Of course, the answer is we can't.

 We cannot possibly know what impact our words and actions will have on the faith journey of another person but we can actively and consciously seek to be loving, positive, kind and gracious. We can't possibly know whether our actions will impact them largely or be forgotten, but how would you want to be remembered when their story is finally over? How do you want to be remembered when they're standing on a stage somewhere, whether it be here or in Heaven, telling their story? Do you want to be the person who turned them away from faith because you just wanted to be right? Or do you want to be remembered as being Jesus with skin on to them? Do you want them to look back at the sum of all their years and remember that you gave limitless grace, solicited guidance and gentle love?

That's exactly what I want someone to say about me. I'm sure part of my legacy will be that I swore a lot and that you never had to guess what I was thinking. I hope it will include that I was an awesome mama to Fifi and that I gave my resources more than I saved them for myself. I hope someone will say I was so funny they peed in their pants one time and then I hope they'll tell the story that made them lose control of their bladder. But I also hope that I'll be remembered for leading by example rather than by force and that I did my very best to regift all the grace that has been given to me. I hope that someone will say that even when I disagreed with them, they didn't feel like I was damning them to Hell because I had fancied myself a holy judge.
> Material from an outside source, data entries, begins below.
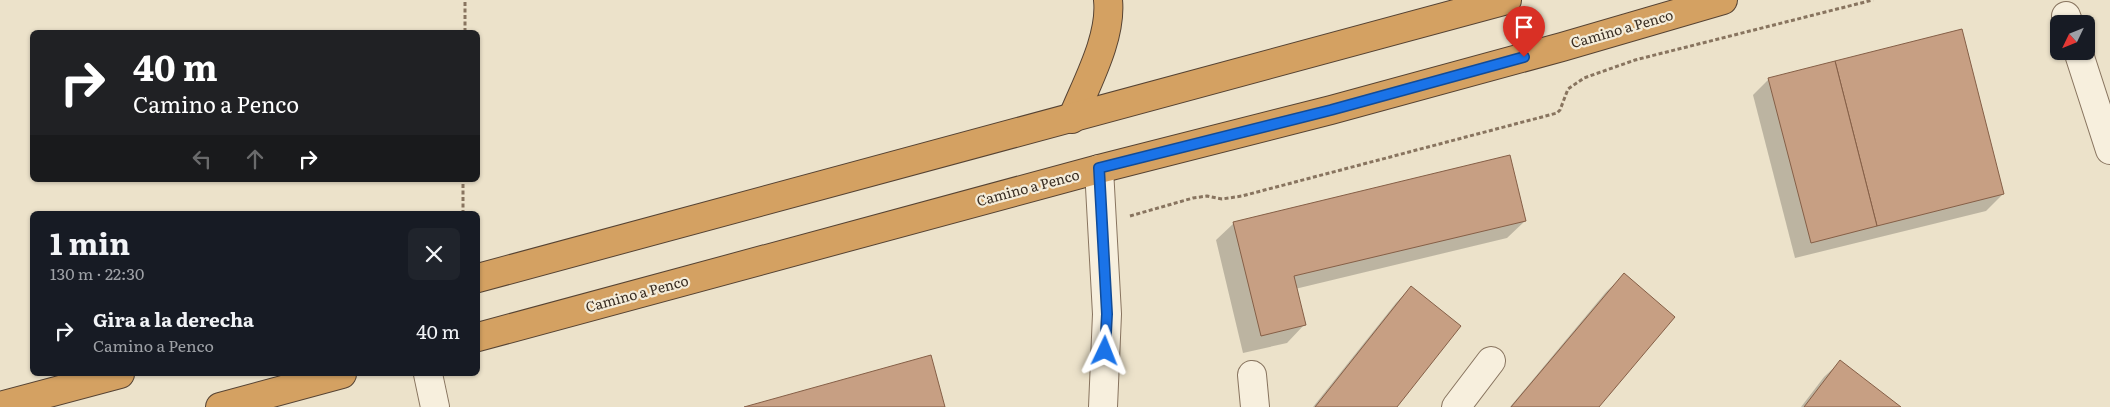 <!DOCTYPE html>
<html lang="es">
<meta charset="utf-8">
<style>
body{margin:0;font-family:Literata,serif;background:#20242c;color:#f1f3f6;height:100vh;display:flex;flex-direction:column;font-size:19px;white-space:nowrap}
*{box-sizing:border-box;margin:0}
p{font-size:16px;color:#9ea1a6}
.icon{flex:none;width:28px;height:28px;fill:none;stroke:currentColor;stroke-width:2;stroke-linecap:round;stroke-linejoin:round}
.map{position:relative;flex:1;overflow:hidden}
.panel{position:absolute;left:30px;top:211px;width:450px;height:165px;display:flex;flex-direction:column;background:#171b24;border-radius:8px;box-shadow:0 1px 4px #0004}
.panel>*{flex:none}
.top-card{position:absolute;left:30px;top:30px;width:450px;height:152px;border-radius:8px;box-shadow:0 1px 4px #0004;background:#202124;color:#fff;overflow:hidden}
.needle{width:32px;rotate:227deg}
.tools{position:absolute;left:2050px;top:15px;display:grid;gap:10px}
.tools a{display:grid;place-items:center;width:45px;height:45px;border-radius:8px;background:#171b24;box-shadow:0 1px 4px #0004;font-size:25px}
.pin{position:absolute;display:grid;place-items:center;width:42px;height:42px;color:#fff;margin:-51px -21px;border-radius:50% 50% 50% 0;rotate:-45deg;box-shadow:0 0 5px #0007}
.pin .icon{rotate:45deg}
.me{position:absolute;width:55px;margin:-28px;rotate:2deg;stroke-linejoin:round;filter:drop-shadow(0 0 4px #0008)}
.turn{display:flex;align-items:center;gap:18px;height:105px;padding:0 20px;font-size:22px}
.turn .icon{width:65px;height:65px;stroke-width:2.5}
.turn b{display:block;font-size:35px;line-height:42px}
.lanes{display:flex;align-items:center;height:48px;padding:0 20px;background:#0003;justify-content:center;gap:25px;direction:ltr}
.lanes .off{opacity:.35}
.round{display:grid;place-items:center;flex:none;width:52px;height:52px;border-radius:8px;background:#20242c}
.headline{display:flex;align-items:center;justify-content:space-between;height:85px;padding:0 20px}
h1{font-size:30px;font-weight:700;line-height:38px}
ul{padding:0;list-style:none}
li{display:flex;align-items:center;gap:15px;height:70px;padding:0 20px}
li div{flex:1}
li b{display:block;font-size:19px}
li em{font-style:normal}
.map>svg:first-child{display:block}
.shadow{fill:#0003}
.building{fill:#c79f83;stroke:#855f47}
.lines{fill:none;stroke-linecap:round;stroke-linejoin:round}
.minor-casing{stroke:#88745f;stroke-width:30}
.highway-casing{stroke:#564333;stroke-width:30}
.path{stroke:#88745f;stroke-width:3;stroke-dasharray:4 2.5;stroke-linecap:butt}
.minor{stroke:#f7efdd;stroke-width:28}
.highway{stroke:#d4a162;stroke-width:28}
.route-casing{stroke:#114b97;stroke-width:12}
.route{stroke:#1a73e8;stroke-width:9}
.labels{text-anchor:middle;stroke-width:4.5;stroke-linejoin:round;paint-order:stroke}
.street-label{font-size:14px;fill:#392d22;stroke:#f4ecd9}
</style>
<div class="map">
<svg width="2110" height="407" viewBox="0 0 2110 407">
<rect width="100%" height="100%" fill="#ece2ca"/>
<!-- shadow -->
<g class="shadow">
<path d="M1769,79L2003,194L1986,211L1795,258L1753,95Z"/>
<path d="M1525,221L1507,238L1295,289L1304,325L1287,343L1243,353L1216,240L1234,223Z"/>
<path d="M1624,275L1598,407H1510L1606,292Z"/>
<path d="M1411,287L1395,407H1313L1396,303Z"/>
<path d="M1840,362L1899,407H1801L1824,377Z"/>
</g>
<!-- building -->
<g class="building">
<path d="M1962,29L2004,194L1877,226L1835,61Z"/>
<path d="M1835,61L1877,226L1811,243L1768,78Z"/>
<path d="M1510,155L1526,221L1294,276L1306,325L1261,336L1233,222Z"/>
<path d="M1624,273L1675,317L1599,407H1511Z"/>
<path d="M1411,286L1461,326L1397,407H1315Z"/>
<path d="M931,355L945,407H744Z"/>
<path d="M1840,360L1901,407H1804Z"/>
</g>
<g class="lines">
<!-- minor casing -->
<g class="minor-casing">
<g id="minor">
<path d="M2066,16L2069,24"/>
<path d="M2078,51L2110,150"/>
<path d="M1099,169L1107,314L1103,407"/>
<path d="M428,374L435,407"/>
<path d="M1252,375L1255,407"/>
<path d="M1456,407L1491,361"/>
</g>
</g>
<!-- highway casing -->
<g class="highway-casing">
<g id="highway">
<path d="M1072,119C1086,84 1112,38 1108,0"/>
<path d="M478,278L1507,0"/>
<path d="M478,337L1099,169L1331,110L1562,47L1723,0"/>
<path d="M0,406L120,374"/>
<path d="M220,407L342,374"/>
</g>
</g>
<!-- path -->
<g class="path">
<path d="M465,32V0"/>
<path d="M463,214V180"/>
<path d="M1130,216L1193,198L1207,196L1222,199L1242,196L1557,113L1560,110L1568,89L1584,78L1635,60L1873,0"/>
</g>
<!-- minor -->
<use href="#minor" class="minor"/>
<!-- highway -->
<use href="#highway" class="highway"/>
</g>
<g class="lines">
<!-- route casing -->
<g class="route-casing">
<path id="route" d="M1105,351L1107,314L1099,168L1331,110L1524,57"/>
</g>
<!-- route -->
<use href="#route" class="route"/>
</g>
<g class="labels">
<!-- street labels -->
<g class="street-label">
<text transform="translate(1622 29) rotate(-16)" y="5">Camino a Penco</text>
<text transform="translate(1028 188) rotate(-15)" y="5">Camino a Penco</text>
<text transform="translate(637 294) rotate(-15)" y="5">Camino a Penco</text>
</g>
</g>
</svg>
<div class="tools">
<a><svg class="needle" viewBox="-14 -14 28 28"><path d="M0-13l5 13h-10z" fill="#e53935"/><path d="M0 13l5-13h-10z" fill="#9ea1a6"/></svg></a>
</div>
<div class="pin" style="left:1524px;top:57px;background:#d93025"><svg class="icon" aria-label="arrive" viewBox="0 0 24 24"><path d="M6 21V4h12l-3 4 3 4H6"/></svg></div>
<svg class="me" style="left:1105px;top:351px" viewBox="-20 -20 40 40"><path d="M0-17L14 15 0 8-14 15z" fill="#1a73e8" stroke="#fff" stroke-width="4"/></svg>
<div class="top-card">
<div class="turn"><svg class="icon" aria-label="right" viewBox="0 0 24 24"><path d="M7 20v-9h11M14 6l5 5-5 5"/></svg><div><b>40 m</b>Camino a Penco</div></div>
<div class="lanes"><svg class="icon off" aria-label="left" viewBox="0 0 24 24"><path d="M17 20v-9H6M10 6l-5 5 5 5"/></svg><svg class="icon off" aria-label="ahead" viewBox="0 0 24 24"><path d="M12 20V5M6 11l6-6 6 6"/></svg><svg class="icon" aria-label="right" viewBox="0 0 24 24"><path d="M7 20v-9h11M14 6l5 5-5 5"/></svg></div>
</div>
<section class="panel">
<div class="headline"><div><h1>1 min</h1><p>130 m · 22:30</p></div><a class="round"><svg class="icon" aria-label="close" viewBox="0 0 24 24"><path d="M6 6l12 12M18 6L6 18"/></svg></a></div>
<ul>
<li><svg class="icon" aria-label="right" viewBox="0 0 24 24"><path d="M7 20v-9h11M14 6l5 5-5 5"/></svg><div><b>Gira a la derecha</b><p>Camino a Penco</p></div><em>40 m</em></li>
</ul>
</section>
</div>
That should be the goal of every Christian because representing God, glorifying Him and presenting the story of Jesus never looks like hurling Bible verses at someone before you've entered into meaningful friendship with them, before you know their history, before you've shared a drink or a meal, before they've invited you into their home and made a place for you in their life. And those things take time. Sometimes decades. It was twenty years before I told anyone that I was molested in church. It was five more before I admitted to anyone what a lasting impact it had on me. And even still, it was three more years before I got up in church and proclaimed that I used to think they were all full of shit for believing in something they couldn't see. It was 60 seconds after that when I told them that I was one of them and they weren't so full of it after all. God doesn't measure time like we do. That doesn't mean He can't use us.

How will you allow yourself to be used?